> Work required: Among the entries, find the lines with the string "above" and report them.

(Stored data entries)
-*-*-

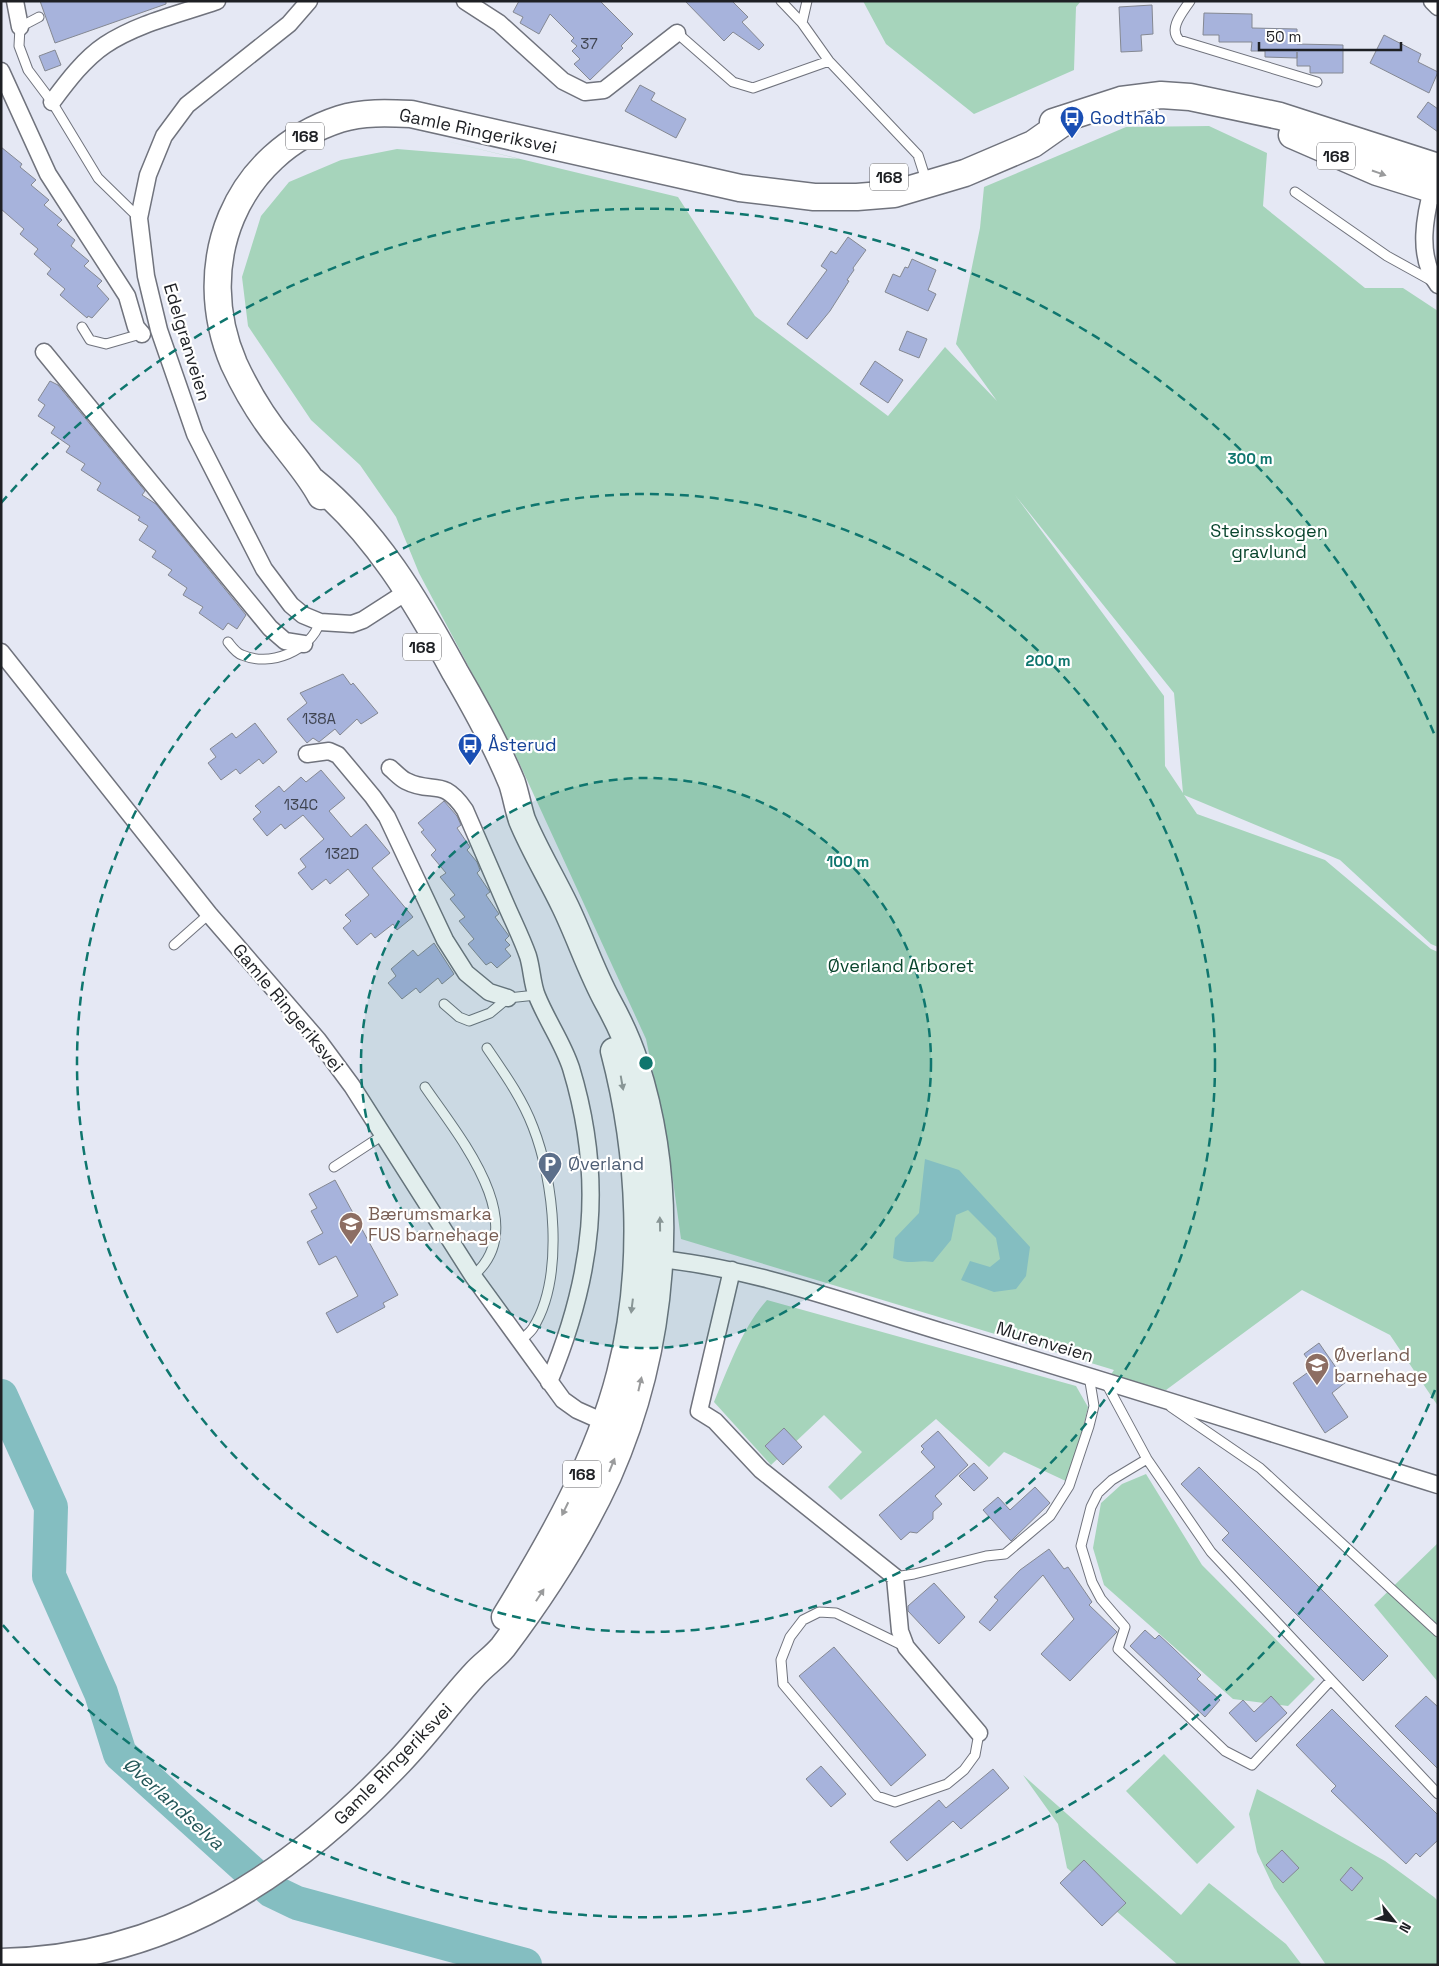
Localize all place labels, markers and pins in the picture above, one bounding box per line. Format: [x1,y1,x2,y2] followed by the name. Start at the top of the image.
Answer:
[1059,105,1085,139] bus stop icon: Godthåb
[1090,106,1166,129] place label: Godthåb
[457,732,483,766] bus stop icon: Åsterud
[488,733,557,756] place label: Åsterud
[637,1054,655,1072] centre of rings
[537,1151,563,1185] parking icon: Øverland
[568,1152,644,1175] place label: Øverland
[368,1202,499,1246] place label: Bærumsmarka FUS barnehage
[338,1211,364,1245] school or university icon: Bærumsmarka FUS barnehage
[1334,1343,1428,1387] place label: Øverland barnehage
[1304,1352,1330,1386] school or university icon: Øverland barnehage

-*-*-

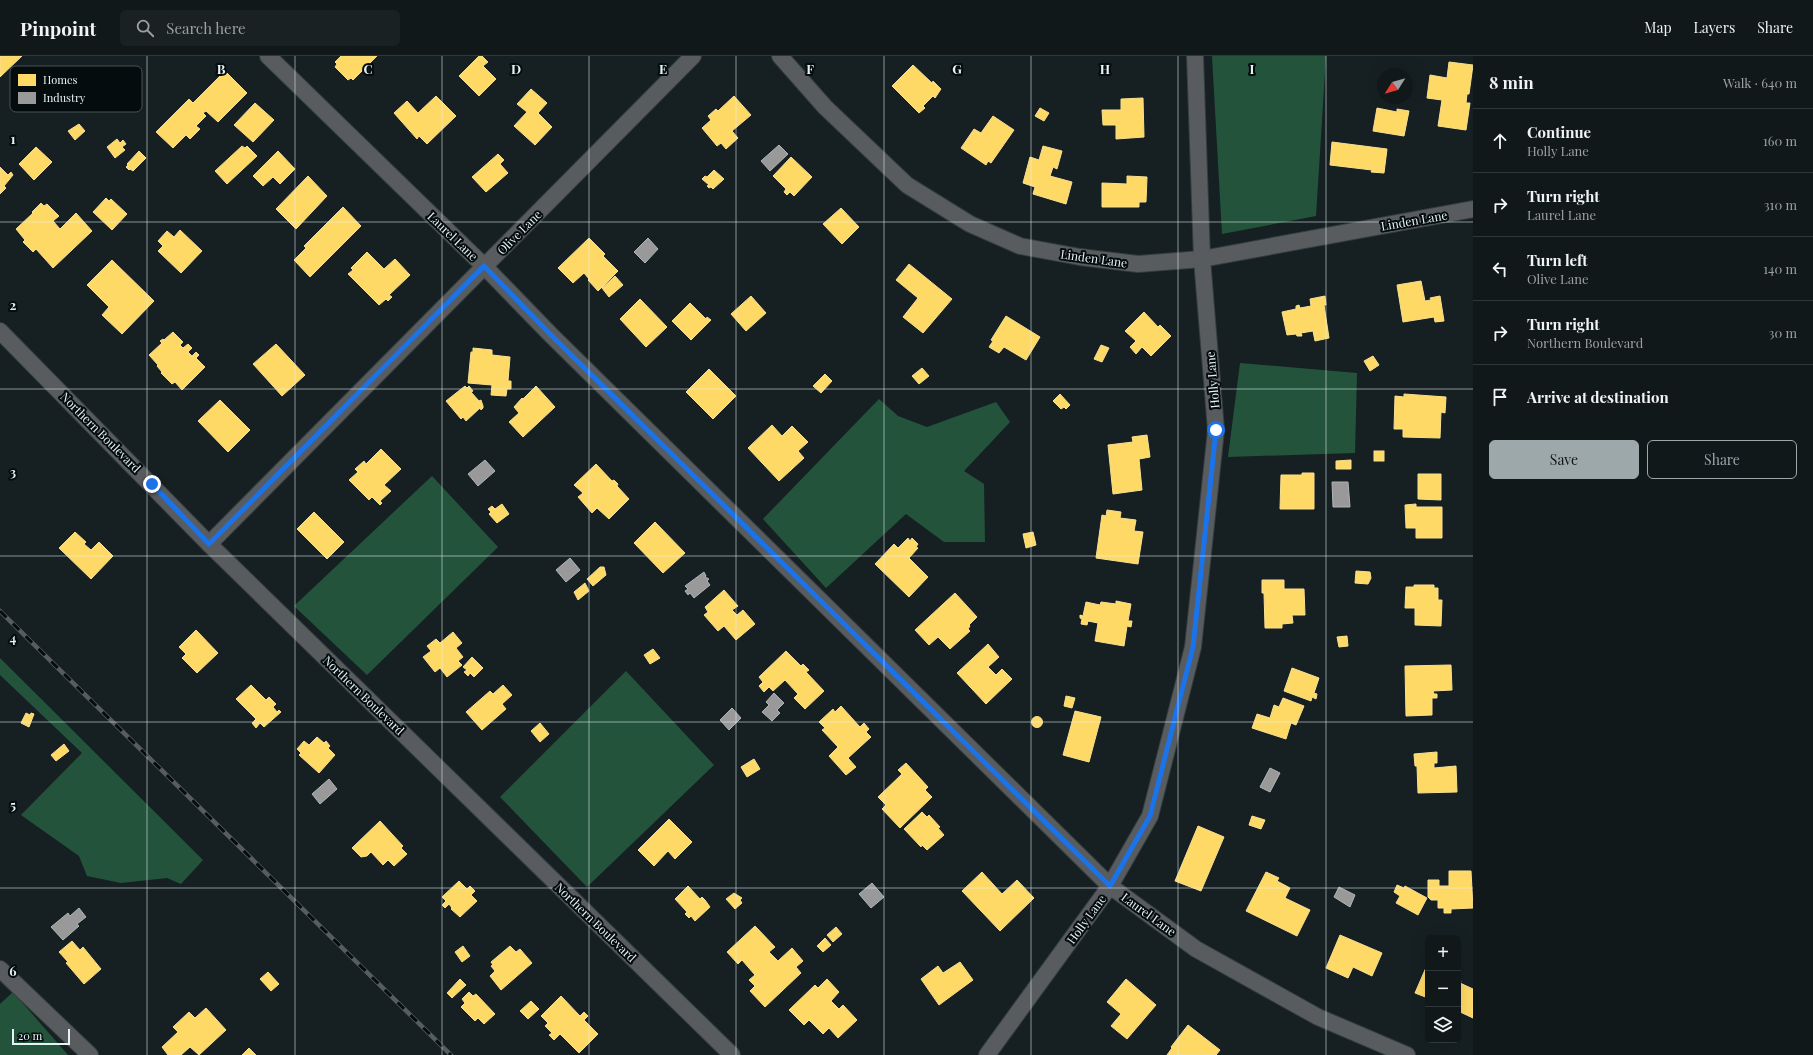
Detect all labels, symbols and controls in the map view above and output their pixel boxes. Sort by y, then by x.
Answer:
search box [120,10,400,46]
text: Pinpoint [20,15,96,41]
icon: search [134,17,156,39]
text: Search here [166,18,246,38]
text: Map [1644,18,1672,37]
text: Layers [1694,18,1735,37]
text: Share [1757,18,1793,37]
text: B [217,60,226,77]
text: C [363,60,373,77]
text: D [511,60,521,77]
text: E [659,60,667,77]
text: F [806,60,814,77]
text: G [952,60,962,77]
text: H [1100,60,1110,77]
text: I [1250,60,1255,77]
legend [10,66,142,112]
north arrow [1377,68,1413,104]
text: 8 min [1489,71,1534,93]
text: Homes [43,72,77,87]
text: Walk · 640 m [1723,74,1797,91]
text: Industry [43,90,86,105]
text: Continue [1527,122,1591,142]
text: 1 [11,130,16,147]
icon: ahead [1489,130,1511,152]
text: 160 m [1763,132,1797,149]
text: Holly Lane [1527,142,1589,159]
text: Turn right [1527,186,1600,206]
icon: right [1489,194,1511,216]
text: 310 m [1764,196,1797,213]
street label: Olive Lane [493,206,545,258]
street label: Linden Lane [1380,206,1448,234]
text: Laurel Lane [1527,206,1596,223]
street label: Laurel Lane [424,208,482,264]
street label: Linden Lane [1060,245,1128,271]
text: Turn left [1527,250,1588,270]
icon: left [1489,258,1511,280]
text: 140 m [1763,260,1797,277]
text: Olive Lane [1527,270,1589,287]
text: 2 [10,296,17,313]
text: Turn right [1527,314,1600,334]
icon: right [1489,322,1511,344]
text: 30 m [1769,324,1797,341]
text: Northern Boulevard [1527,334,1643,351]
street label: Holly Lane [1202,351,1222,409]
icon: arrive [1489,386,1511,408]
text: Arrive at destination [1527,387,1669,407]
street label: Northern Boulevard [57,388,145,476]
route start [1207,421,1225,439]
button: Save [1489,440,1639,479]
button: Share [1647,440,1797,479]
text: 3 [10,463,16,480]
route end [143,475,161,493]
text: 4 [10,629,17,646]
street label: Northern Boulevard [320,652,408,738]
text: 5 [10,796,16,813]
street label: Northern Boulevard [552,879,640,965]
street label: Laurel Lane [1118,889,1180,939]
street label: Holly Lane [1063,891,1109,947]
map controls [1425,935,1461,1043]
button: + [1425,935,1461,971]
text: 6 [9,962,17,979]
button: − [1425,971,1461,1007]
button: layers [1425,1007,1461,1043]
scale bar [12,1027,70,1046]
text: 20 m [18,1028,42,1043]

-*-*-

> Answer area:
Localize all place labels, markers and pins in the picture above, one bounding box per line. Format: [x1,y1,x2,y2] followed by the name. Start at the top of the image.
Detect all labels, symbols and controls in the map view above and output their pixel boxes. Sort by y, then by x.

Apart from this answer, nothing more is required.